Ostrom’s Law and the Commons


Elinor Ostrom studied the interaction of people and ecosystems for many years and showed that the use of exhaustible resources by groups of people (communities, cooperatives, trusts, trade unions) can be rational and prevent depletion of the resource without government intervention.


Her later, and more famous, work focused on how humans interact with ecosystems to maintain long-term sustainable resource yields. Common pool resources include many forests, fisheries, oil fields, grazing lands, and irrigation systems. She conducted her field studies on the management of pasture by locals in Africa and irrigation systems management in villages of western Nepal. Her work has considered how societies have developed diverse institutional arrangements managing natural resources and avoiding ecosystem collapse in many cases, even though some arrangements have failed to prevent resource exhaustion. Her work emphasized the multifaceted nature of human–ecosystem interaction and argues against any singular "panacea" for individual social-ecological systems problems.


Her proposal was that of a polycentric approach, where key management decisions should be made as close to the scene of events and the actors involved as possible." Ostrom helped disprove the idea held by economists that natural resources would be over-used and destroyed in the long run. Elinor Ostrom disproved this idea by conducting field studies on how people in small, local communities manage shared natural resources, such as pastures, fishing waters in Maine and Indonesia, and forests in Nepal. She showed that when natural resources are jointly managed by their users, in time, rules are established for how these are to be cared for and used in a way that is both economically and ecologically sustainable. 


Ostrom’s Law is an adage that represents how Elinor Ostrom's works in economics challenge previous theoretical frameworks and assumptions about property especially the commons. Ostrom's detailed analyses of functional examples of the commons create an alternative view of the arrangement of resources that are both practically and theoretically possible. This law is stated succinctly as:

“A resource arrangement that works in practice can work in theory.”

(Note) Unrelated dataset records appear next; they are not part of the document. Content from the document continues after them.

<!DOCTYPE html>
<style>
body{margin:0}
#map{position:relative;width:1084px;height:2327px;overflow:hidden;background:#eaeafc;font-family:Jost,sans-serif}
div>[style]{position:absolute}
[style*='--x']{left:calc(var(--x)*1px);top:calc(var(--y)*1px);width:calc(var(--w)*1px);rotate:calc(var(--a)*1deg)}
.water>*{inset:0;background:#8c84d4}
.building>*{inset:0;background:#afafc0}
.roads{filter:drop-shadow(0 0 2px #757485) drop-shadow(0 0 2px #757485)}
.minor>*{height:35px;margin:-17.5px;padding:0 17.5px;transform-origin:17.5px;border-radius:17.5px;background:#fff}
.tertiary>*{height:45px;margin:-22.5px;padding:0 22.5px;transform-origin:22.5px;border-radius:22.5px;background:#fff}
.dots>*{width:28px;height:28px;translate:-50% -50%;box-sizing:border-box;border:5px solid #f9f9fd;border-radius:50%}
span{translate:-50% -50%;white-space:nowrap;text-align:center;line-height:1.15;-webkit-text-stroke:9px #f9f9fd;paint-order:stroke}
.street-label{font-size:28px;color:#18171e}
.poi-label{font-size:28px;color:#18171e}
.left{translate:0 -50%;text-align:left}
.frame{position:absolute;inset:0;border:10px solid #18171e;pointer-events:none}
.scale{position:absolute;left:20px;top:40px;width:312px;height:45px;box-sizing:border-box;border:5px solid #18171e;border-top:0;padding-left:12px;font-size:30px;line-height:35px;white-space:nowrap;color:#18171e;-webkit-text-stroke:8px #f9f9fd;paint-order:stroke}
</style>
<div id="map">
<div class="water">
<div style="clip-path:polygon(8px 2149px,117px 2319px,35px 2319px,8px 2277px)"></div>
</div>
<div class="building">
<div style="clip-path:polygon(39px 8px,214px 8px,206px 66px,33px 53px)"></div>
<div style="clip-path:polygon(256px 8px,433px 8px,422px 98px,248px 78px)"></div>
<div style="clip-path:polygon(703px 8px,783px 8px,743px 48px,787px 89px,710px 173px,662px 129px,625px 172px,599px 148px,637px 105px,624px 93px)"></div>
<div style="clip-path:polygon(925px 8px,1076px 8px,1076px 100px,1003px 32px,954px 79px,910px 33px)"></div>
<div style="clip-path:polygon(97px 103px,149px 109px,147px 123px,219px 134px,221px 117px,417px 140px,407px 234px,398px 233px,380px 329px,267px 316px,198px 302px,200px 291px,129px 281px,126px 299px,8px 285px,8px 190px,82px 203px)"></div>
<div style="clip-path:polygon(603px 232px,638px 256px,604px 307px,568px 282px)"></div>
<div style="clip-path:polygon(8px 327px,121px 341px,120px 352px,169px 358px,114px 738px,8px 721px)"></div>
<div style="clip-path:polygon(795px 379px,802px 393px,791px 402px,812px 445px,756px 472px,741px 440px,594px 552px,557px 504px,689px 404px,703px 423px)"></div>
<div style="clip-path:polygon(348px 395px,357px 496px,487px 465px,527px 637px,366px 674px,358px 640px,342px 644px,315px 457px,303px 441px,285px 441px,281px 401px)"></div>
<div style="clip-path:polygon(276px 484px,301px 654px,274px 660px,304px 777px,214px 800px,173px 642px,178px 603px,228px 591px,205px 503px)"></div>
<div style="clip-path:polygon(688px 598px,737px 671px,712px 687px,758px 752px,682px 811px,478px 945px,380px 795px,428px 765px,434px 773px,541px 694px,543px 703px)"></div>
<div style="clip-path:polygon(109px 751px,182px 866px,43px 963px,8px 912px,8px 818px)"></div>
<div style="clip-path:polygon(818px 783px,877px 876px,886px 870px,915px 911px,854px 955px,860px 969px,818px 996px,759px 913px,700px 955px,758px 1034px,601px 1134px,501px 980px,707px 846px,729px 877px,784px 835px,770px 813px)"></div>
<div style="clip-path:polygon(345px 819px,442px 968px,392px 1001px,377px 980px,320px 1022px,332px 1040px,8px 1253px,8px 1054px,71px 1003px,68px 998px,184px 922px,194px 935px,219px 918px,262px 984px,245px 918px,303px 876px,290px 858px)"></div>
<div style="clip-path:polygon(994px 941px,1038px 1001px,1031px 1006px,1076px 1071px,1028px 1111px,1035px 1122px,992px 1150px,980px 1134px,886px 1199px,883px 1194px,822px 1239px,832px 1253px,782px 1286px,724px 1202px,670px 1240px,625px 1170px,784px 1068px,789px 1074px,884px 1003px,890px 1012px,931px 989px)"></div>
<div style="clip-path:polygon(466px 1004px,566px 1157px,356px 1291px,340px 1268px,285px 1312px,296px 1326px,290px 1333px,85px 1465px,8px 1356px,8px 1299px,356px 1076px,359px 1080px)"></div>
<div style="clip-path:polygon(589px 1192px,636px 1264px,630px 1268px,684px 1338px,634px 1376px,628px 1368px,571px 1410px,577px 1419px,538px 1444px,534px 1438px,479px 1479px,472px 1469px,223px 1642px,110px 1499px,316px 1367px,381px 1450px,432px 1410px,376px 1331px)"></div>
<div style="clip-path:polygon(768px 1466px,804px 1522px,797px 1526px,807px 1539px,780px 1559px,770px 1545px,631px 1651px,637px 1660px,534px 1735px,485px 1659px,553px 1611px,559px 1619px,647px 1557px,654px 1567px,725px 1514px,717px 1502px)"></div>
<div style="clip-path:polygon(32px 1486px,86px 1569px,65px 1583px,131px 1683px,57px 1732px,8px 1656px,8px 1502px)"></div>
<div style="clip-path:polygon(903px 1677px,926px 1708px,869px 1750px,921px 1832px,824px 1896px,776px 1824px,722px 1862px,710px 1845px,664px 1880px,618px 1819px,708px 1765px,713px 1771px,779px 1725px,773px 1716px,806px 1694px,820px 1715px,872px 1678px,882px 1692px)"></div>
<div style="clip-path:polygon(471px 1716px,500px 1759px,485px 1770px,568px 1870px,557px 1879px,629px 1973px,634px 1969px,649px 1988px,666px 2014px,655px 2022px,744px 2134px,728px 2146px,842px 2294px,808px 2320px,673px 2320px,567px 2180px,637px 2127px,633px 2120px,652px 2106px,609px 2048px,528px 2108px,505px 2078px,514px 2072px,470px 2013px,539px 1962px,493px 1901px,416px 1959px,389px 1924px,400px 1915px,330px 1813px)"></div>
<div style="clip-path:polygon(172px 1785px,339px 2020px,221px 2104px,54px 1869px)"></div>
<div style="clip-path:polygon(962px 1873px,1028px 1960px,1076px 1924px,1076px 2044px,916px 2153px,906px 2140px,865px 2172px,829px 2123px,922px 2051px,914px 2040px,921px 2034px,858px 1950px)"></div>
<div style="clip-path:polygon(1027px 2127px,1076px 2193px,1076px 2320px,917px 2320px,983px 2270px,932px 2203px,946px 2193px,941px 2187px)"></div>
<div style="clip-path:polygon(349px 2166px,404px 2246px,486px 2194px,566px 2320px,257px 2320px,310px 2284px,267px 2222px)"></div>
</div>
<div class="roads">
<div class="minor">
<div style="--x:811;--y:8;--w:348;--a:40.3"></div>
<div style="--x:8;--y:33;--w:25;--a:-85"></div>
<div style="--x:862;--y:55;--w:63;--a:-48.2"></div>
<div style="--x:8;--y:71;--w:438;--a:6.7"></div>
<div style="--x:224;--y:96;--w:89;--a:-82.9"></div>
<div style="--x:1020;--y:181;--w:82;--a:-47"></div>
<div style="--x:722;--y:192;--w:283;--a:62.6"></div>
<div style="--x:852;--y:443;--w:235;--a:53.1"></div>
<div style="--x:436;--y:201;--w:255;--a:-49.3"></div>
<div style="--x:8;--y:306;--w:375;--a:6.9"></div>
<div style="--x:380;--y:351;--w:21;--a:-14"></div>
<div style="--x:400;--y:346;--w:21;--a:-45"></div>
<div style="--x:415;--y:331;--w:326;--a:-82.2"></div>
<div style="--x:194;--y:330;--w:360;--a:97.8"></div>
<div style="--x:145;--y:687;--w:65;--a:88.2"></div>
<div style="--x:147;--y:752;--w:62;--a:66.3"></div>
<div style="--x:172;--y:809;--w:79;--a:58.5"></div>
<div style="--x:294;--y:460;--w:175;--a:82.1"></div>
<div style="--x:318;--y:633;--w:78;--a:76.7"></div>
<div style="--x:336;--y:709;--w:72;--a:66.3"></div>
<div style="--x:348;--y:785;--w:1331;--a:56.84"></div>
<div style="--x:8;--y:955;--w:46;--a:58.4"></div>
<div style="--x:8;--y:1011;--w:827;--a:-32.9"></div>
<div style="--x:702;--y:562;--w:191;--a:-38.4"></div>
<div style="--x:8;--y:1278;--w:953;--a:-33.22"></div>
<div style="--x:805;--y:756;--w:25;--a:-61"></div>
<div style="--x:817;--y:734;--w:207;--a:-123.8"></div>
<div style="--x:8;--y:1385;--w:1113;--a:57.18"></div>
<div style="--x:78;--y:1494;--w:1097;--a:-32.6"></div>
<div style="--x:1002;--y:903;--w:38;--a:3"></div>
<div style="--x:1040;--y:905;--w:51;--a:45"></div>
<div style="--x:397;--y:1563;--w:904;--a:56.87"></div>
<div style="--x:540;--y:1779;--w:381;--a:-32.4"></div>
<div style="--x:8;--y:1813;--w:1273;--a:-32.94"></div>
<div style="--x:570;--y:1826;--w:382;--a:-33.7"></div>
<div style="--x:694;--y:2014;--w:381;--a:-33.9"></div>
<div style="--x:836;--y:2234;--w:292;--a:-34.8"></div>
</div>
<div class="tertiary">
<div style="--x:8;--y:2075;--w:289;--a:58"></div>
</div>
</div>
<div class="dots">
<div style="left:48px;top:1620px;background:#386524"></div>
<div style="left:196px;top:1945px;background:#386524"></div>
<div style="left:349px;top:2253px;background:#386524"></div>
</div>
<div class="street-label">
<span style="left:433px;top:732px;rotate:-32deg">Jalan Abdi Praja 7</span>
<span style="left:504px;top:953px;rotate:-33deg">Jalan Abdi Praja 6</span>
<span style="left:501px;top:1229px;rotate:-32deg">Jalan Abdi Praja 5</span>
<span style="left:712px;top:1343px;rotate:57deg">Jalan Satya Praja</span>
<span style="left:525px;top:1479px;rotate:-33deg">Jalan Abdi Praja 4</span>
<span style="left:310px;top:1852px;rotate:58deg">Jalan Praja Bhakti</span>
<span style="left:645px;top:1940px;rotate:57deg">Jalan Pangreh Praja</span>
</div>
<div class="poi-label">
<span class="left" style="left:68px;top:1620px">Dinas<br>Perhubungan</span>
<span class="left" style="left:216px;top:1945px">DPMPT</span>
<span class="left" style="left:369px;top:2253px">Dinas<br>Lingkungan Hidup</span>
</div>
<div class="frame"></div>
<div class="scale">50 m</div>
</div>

The discussion of commoning as a process rather than as a fixed entity also serves to bring new elements to the discussion of the commons. Its focus on social relations endues such processes with an emancipatory potential. Importantly, even if some commons are temporary or fail according to a conventional understanding of the term, their contribution to the members of the community and the social practices and psychological shifts that have arisen are still influential, having contributed to creating new subjectivities and sensibilities. Therefore, in this understanding, commoning can be temporary and this does not entail a problem or a failure. Commoning is a learning process, and the so-called failure of some commons might result in the creation of new ones.